You’ll usually find Leorato working the front window at the truck. She’ll take your order; her son will prepare it. The menu at Fire Pit is short, sweet and straightforward. There are four meat options: pork ribs, short ribs, chicken and picanha, all of which you can order fresh from the grill or have slipped into an eight-inch Italian sub roll with melted mozzarella, arugula, pit sauce and chopped vegetables drizzled with vinaigrette. The smokiness of the meat is forceful enough to cut through the fat and acid of the sandwich’s condiments and garnishes, which do what they’re supposed to do: add depth and contrast to the main ingredient, not detract from it.
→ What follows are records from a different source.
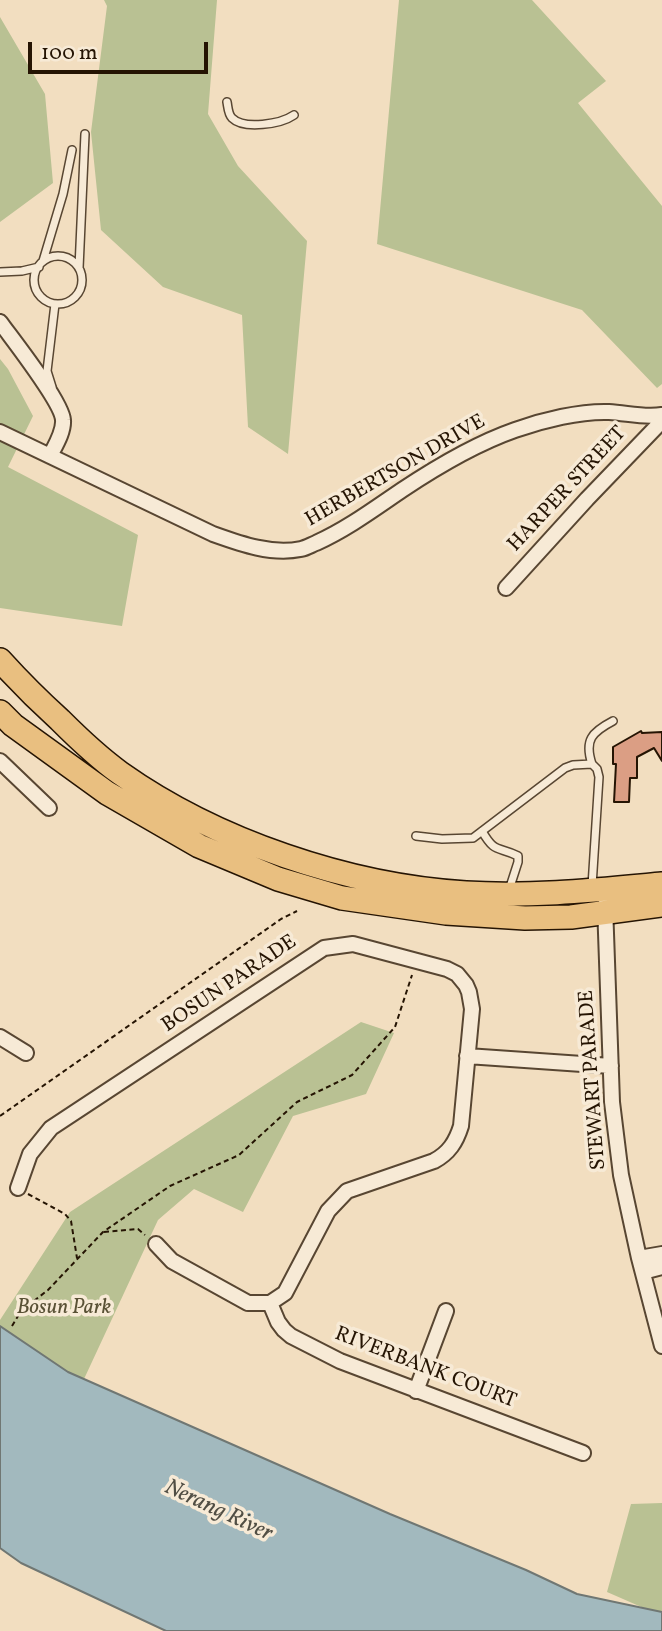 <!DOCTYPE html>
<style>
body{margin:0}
#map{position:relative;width:662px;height:1631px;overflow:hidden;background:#f2dec0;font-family:Vollkorn,serif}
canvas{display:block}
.scale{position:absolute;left:28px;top:42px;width:180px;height:32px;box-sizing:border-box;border:4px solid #251403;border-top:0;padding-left:9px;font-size:21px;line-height:24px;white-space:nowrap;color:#251403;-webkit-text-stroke:5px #f7ead6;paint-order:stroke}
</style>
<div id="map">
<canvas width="662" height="1631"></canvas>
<div class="scale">100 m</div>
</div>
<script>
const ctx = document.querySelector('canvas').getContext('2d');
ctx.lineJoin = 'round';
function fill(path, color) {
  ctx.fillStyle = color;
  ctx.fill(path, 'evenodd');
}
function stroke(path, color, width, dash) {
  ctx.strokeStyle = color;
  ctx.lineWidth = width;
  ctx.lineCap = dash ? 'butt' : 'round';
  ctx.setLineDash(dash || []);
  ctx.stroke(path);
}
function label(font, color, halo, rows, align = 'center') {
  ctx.font = font + ' Vollkorn,serif';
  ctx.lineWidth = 7;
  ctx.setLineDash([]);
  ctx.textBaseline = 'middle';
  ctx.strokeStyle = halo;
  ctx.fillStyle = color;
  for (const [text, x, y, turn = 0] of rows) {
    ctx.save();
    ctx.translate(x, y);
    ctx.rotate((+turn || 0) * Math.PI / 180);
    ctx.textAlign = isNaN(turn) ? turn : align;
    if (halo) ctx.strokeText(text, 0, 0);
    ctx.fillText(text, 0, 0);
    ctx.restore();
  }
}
fill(new Path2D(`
 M104,0H217L208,114L238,166L307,241L288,454L248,427L242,315L163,287L101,230L91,132L107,6Z
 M399,0H532L606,81L578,103L662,206V384L657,388L582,310L377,244Z
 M0,17L45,94L53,183L0,222Z
 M0,359L8,369L33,416L8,467L138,535L122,626L0,608Z
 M361,1022L394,1033L366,1094L293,1116L243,1212L194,1189L158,1220L84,1379L68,1372L0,1326V1320L70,1212Z
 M662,1503V1616L607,1592L631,1504Z`), '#b9c193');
const water = new Path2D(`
 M0,1326L68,1372L390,1514L526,1570L577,1594L662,1612V1631H166L21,1563L0,1548Z`);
fill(water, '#a2b9be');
stroke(water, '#707773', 2);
const building = new Path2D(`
 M641,731L642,733L662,732V761L654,748L637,757V778H630L629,802H614L616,764H613V747Z`);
fill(building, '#db9e84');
stroke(building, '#251403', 2);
const lane = new Path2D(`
 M227,102C228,107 228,114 232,118C244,130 281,124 294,115
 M34 280a24 24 0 1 1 48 0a24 24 0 1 1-48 0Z
 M43,261L63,194L72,150
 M79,268L85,134
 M0,272L22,271L39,267
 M52,387L47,371L55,304
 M592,764C584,740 592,732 613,721
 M482,831C495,854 498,846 518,856V862L509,890
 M416,836L442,839L473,838L565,768L573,765L592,764L597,769L599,777L592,886`);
const street = new Path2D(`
 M0,322C13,340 62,402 63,420C64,432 55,446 50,456
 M0,432L213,534C241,544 271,555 301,549C306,548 311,545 316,543C347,529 374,509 402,490C438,466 475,444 515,430C543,420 580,411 609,412C627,413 644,418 662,415
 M506,588L587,499L662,421
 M0,761L49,808
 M605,905L612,1102L621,1175L639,1258L662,1346
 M0,1037L26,1053
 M467,1056L611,1066
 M18,1188L30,1154L51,1128L324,948L353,944L447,969L457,974L466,985L469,992L472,1009L461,1126C456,1142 449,1153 434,1161L347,1191L328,1211L285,1293L270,1303H248L172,1261L156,1244
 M639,1258L662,1254
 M643,1272L662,1267
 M270,1303L278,1322L284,1330L291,1336L340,1361L583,1453
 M416,1391L446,1311`);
const primary = new Path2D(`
 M0,660C19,681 39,701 60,720C79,739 98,757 120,773C216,841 349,886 466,893C531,897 597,890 662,884
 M0,712L13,725L107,793L199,846L278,879L342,898L446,913L525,918L571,917L662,905`);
stroke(lane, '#584632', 10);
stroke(street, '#584632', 18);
stroke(primary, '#251403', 26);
stroke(new Path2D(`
 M0,1116L281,919L297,911
 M28,1194L65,1214L71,1221L77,1258
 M104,1232L138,1229L145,1235
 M12,1326L21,1311L48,1290L103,1232L170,1186L239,1155L297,1102L352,1075L395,1027L412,975`), '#251403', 2, [5, 3.5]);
stroke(lane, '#f7ead6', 7);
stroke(street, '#f7ead6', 14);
stroke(primary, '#e9bf80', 23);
label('21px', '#251403', '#f7ead6', [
 ["HERBERTSON DRIVE",396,472,-30],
 ["HARPER STREET",568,490,-47],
 ["BOSUN PARADE",230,985,-34],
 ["STEWART PARADE",594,1080,-94],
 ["RIVERBANK COURT",425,1369,21]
]);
label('italic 21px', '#595135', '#f7ead6', [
 ["Bosun Park",64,1309]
]);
label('italic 23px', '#514e44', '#f7ead6', [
 ["Nerang River",218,1512,25]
]);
</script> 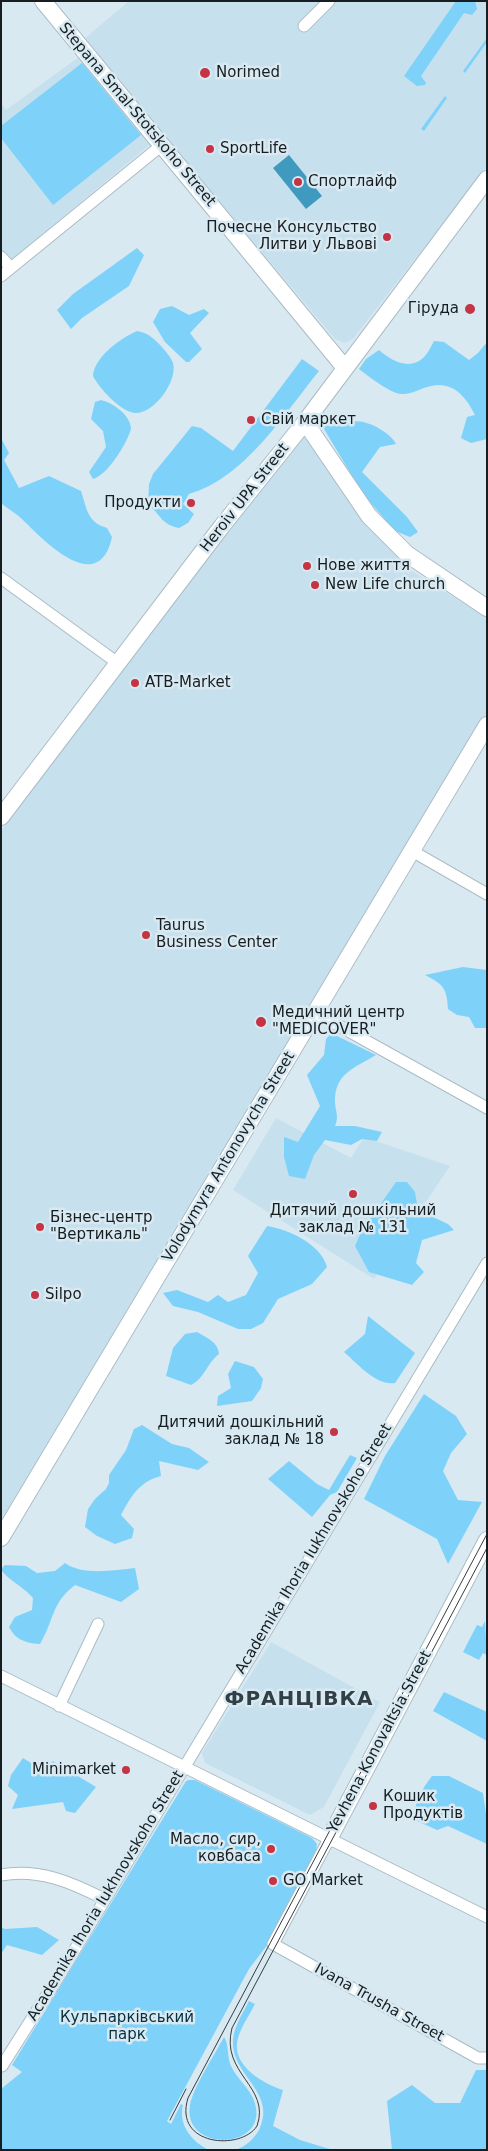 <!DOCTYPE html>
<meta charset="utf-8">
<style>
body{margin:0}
#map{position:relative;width:488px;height:2151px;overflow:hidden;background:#d8e9f2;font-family:"DejaVu Sans",sans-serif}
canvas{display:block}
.frame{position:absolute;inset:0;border:2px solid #171e21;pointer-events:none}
</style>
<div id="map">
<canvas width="488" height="2151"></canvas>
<div class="frame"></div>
</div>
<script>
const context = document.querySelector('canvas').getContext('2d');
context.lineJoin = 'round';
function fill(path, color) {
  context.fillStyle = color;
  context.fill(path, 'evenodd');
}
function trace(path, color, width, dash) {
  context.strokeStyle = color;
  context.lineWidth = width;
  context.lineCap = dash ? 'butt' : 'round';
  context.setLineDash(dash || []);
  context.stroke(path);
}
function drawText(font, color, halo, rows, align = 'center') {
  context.font = font + ' "DejaVu Sans",sans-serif';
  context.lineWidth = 5;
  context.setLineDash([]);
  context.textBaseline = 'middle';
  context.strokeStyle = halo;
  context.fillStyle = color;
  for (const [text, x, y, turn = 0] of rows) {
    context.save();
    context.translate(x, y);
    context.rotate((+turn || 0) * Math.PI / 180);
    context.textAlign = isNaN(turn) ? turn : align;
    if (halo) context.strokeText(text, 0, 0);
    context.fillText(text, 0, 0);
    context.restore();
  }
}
fill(new Path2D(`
 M129,1H487V166L353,339L344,343L335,339L83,40Z
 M83,54L153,142L4,266L1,263V103L6,110Z
 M302,433L370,526L412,571L487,618V717L1,1523V831Z
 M276,1118L351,1158L364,1137L450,1166L374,1279L233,1190Z
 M271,1642L380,1702L324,1807L310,1815L205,1763L202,1753Z`), '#c6e0ed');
fill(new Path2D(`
 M456,1H475L477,9L472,15L464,13L421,76L426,83L425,85L417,86L404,76Z
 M487,38V42L465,73L463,71Z
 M82,63L141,135L53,205L1,138V126Z
 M445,96L447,98L424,131L421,129Z
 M137,248L144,255L129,286L82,318L71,329L57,310L73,294Z
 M172,306L189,315L204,309L209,313L190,333L202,349L189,362H186L165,342L153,322L160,309Z
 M137,331C149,333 154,339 162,347C166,352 171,357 173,363C178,381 154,414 135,413C121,412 99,388 93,376C94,357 121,338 137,331Z
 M434,341L444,342L469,360L478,353L487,342V439L471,443L461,438L467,417L475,415C466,397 453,381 431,386C420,388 412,395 401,394C390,393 368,376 359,369L366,359L379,350C390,360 409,371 423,358C428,354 431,346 434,341Z
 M302,359L319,371C284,414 245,478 189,494L183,504L194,514L188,523L179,528C160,524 161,514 148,505L149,484L153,474L192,426L201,428L233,451Z
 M101,400C113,403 131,415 131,429C127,443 108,475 93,479L89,472L106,447L103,431L91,419L95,402Z
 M323,411L341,427C345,425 348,423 352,422C365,418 391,433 396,444L380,447L362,472L407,517L418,532L410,537L395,531L363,494L321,424Z
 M1,438L9,453L4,460L19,488L49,476L81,491C87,509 87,522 107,528L112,537C99,596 47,544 25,522C18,514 9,510 1,503Z
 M463,967L487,970V1028H475L469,1017L457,1015L448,1009C447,988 443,984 425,975Z
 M331,1033L376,1055C355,1068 334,1073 335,1103C336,1113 339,1117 335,1126H355L382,1132L377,1141L362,1139L351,1145L325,1140L314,1155L305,1179L289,1176L284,1157V1137L298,1142L320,1106L307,1075L324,1055L326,1039Z
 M396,1182H407L415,1192L418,1210L448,1224L454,1230L422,1240L416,1263L424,1272L412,1285L369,1272L355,1246L361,1232Z
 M267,1226C288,1229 321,1244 327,1267L312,1284L278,1299L263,1323L251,1329H238L198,1312L173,1306L163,1293L177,1290L208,1302L218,1295L228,1302L246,1295L258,1273L248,1256Z
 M368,1316L415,1353L395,1383C376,1386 358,1364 344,1352L365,1334Z
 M197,1332C207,1338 218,1342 219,1354C207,1363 204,1379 191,1385L166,1376L173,1348L185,1334Z
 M235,1361L254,1367L263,1379L261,1388L252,1401L217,1406L218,1396L231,1388L228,1374Z
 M424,1394L456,1416L467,1434L451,1453L443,1471L458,1500L482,1502L448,1564L437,1539L364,1499L385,1456Z
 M142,1425L172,1444L189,1448L209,1462L198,1470L159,1461L161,1476C139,1482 132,1495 121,1515L134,1529L132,1538L115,1544L97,1536L85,1527L88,1509L95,1499L106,1489L109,1483V1475L126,1450L134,1429Z
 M350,1455L357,1458L337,1492L330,1495L312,1517L268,1479L289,1461L317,1484L329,1490Z
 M65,1563C83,1576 114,1570 135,1568L139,1589L121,1602L75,1585C51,1603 54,1621 40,1644C25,1643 16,1640 9,1627L15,1617L32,1610L33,1598C24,1587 5,1578 1,1569L5,1565L26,1566L37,1573L55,1571Z
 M485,1621L487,1655L483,1653L479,1660L463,1652L477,1625L482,1627Z
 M444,1692L487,1712V1741L433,1711Z
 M23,1758L42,1770L53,1761L96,1787L75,1813L66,1811L63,1802L12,1809L18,1795L8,1786L11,1775Z
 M432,1776H449L483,1793L487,1821V1844L448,1826L437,1830L415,1820C413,1803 422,1789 432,1776Z
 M189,1780H195L312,1838L317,1844L316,1852L268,1944L249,1969L167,2121L171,2124L181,2104L183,2105C178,2125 192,2142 209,2150H1V2089L22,2072L12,2065L186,1781Z
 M1,1927L5,1929L37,1927L59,1940L42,1955L7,1945L1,1954Z
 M249,2001L255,2004C249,2016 239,2029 237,2043C234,2067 264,2084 283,2090L273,2126L300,2140L333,2150H236C246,2146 254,2139 259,2130C277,2094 235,2077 233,2045C232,2029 242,2015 249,2001Z
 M224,2037C229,2043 227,2058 231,2066C238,2081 254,2091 256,2108C263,2151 182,2151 190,2105C193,2088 215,2054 224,2037Z
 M476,2070H487V2150H392L387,2101L412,2085L435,2103H460Z`), '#7ed2f9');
fill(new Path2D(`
 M289,155L322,196L306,209L273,168Z`), '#409ac0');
const street = new Path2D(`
 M304,26L329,1
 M1,257L11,268
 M1,276L162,145
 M1,578L119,664
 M412,851L487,894
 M316,1013L487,1108
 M1,1676L487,1917
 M59,1706L98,1624
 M329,1839L273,1944L478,2058H487
 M1,1875C38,1868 71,1882 104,1899
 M2,2066L62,1971L487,1263`);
const secondary = new Path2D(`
 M43,1L345,368
 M305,422L369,516L407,554L487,608
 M1,817L222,526L305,422L487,179
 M1,1538L487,725
 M329,1839L487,1540`);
trace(street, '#abbcc4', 13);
trace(secondary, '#abbcc4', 18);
trace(street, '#fff', 11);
trace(secondary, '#fff', 16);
trace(new Path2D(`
 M487,1534L188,2098C173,2146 241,2151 257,2126C271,2086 220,2074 232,2028L487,1548
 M170,2120L186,2089`), '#353d41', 1);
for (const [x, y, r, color] of [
 [205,73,6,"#c43444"],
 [210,149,5,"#c43444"],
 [298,182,5,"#c43444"],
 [387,237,5,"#c43444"],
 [470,309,6,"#c43444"],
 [251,420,5,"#c43444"],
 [191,503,5,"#c43444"],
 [307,566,5,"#c43444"],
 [315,585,5,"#c43444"],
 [135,683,5,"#c43444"],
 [146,935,5,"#c43444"],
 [261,1022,6,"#c43444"],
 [353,1194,5,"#c43444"],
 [40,1227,5,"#c43444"],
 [35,1295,5,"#c43444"],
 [334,1432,5,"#c43444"],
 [126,1770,5,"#c43444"],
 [373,1806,5,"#c43444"],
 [271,1849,5,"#c43444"],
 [273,1881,5,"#c43444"]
]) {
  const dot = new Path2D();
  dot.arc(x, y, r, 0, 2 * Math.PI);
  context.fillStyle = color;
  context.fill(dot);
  trace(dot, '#d8e9f2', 2);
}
drawText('15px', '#171e21', '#d8e9f2', [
 ["Norimed",216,73],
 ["SportLife",220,149],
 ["Спортлайф",308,182],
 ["Почесне Консульство",377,228,"right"],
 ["Литви у Львові",377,245,"right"],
 ["Гіруда",459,309,"right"],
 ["Свій маркет",261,420],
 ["Продукти",181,503,"right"],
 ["Нове життя",317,566],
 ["New Life church",325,585],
 ["ATB-Market",145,683],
 ["Taurus",156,926],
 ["Business Center",156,943],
 ["Медичний центр",272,1013],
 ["\"MEDICOVER\"",272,1030],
 ["Дитячий дошкільний",353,1211,"center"],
 ["заклад № 131",353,1228,"center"],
 ["Бізнес-центр",50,1218],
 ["\"Вертикаль\"",50,1235],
 ["Silpo",45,1295],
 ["Дитячий дошкільний",324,1423,"right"],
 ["заклад № 18",324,1440,"right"],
 ["Minimarket",116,1770,"right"],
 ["Кошик",383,1797],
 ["Продуктів",383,1814],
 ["Масло, сир,",261,1840,"right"],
 ["ковбаса",261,1857,"right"],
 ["GO Market",283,1881]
], 'left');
drawText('15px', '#171e21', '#d8e9f2', [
 ["Stepana Smal-Stotskoho Street",137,115,50],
 ["Heroiv UPA Street",245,498,-52],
 ["Volodymyra Antonovycha Street",229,1157,-59],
 ["Academika Ihoria Iukhnovskoho Street",314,1549,-59],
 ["Yevhena Konovaltsia Street",380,1742,-62],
 ["Academika Ihoria Iukhnovskoho Street",106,1896,-59],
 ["Ivana Trusha Street",379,2003,29]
]);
drawText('15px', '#042f3f', '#d8e9f2', [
 ["Кульпарківський",127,2018],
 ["парк",127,2035]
]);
context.letterSpacing = '1px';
drawText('bold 20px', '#313f46', '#d8e9f2', [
 ["ФРАНЦІВКА",299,1700]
]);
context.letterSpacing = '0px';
</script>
But truth be told, I prefer the barbecue straight. Like the picanha, the beef short ribs are seasoned only with coarse sea salt, but unlike the sirloin cap, the bones are first cooked for hours in a commissary smoker, which Gonzalez built himself, before they’re finished over charcoal on the truck. The short ribs are designed for those who appreciate the pleasures of the flesh: With the bones removed, the beef pulls apart in thick, gooey strands, as the meat, salt, fat and smoke meld into something greater than the component parts.
The chicken and pork ribs are marinated before hitting the grill, and as such, they land with more force and refinement than the grilled beef. The chicken and I, in particular, have become fast friends. I love the way its two-bite pieces, the dry spices still clinging to the flesh, supplement the smoke with more assertive notes, including garlic and onion powders. I could eat that chicken daily with Gonzalez’s sides of white jasmine rice or black beans, each scented with the gentle pungency of garlic. I have even developed a taste for that Brazilian favorite farofa, a dish of toasted cassava flour whose sandy consistency needs every last molecule of rendered bacon fat.
Less than a year into his new venture, Gonzalez is already planning a second location at the forthcoming Solaire Social food hall in downtown Silver Spring. And why not? His version of churrasco aligns better with modern life than those pricey Brazilian steakhouses and their endless parades of all-you-can-eat meat. Fire Pit is casual. It’s affordable. It doesn’t dare you to eat like a 16th-century royal.
Fire Pit Brazilian Barbecue
804 Rockville Pike, Rockville, Md.; 301-789-8709. Order online at toasttab.com.
Hours: 11 a.m. to 7 p.m. Tuesday through Saturday.
Prices: $1 to $16.90 for all items on the menu. Meats can also be ordered by the pound.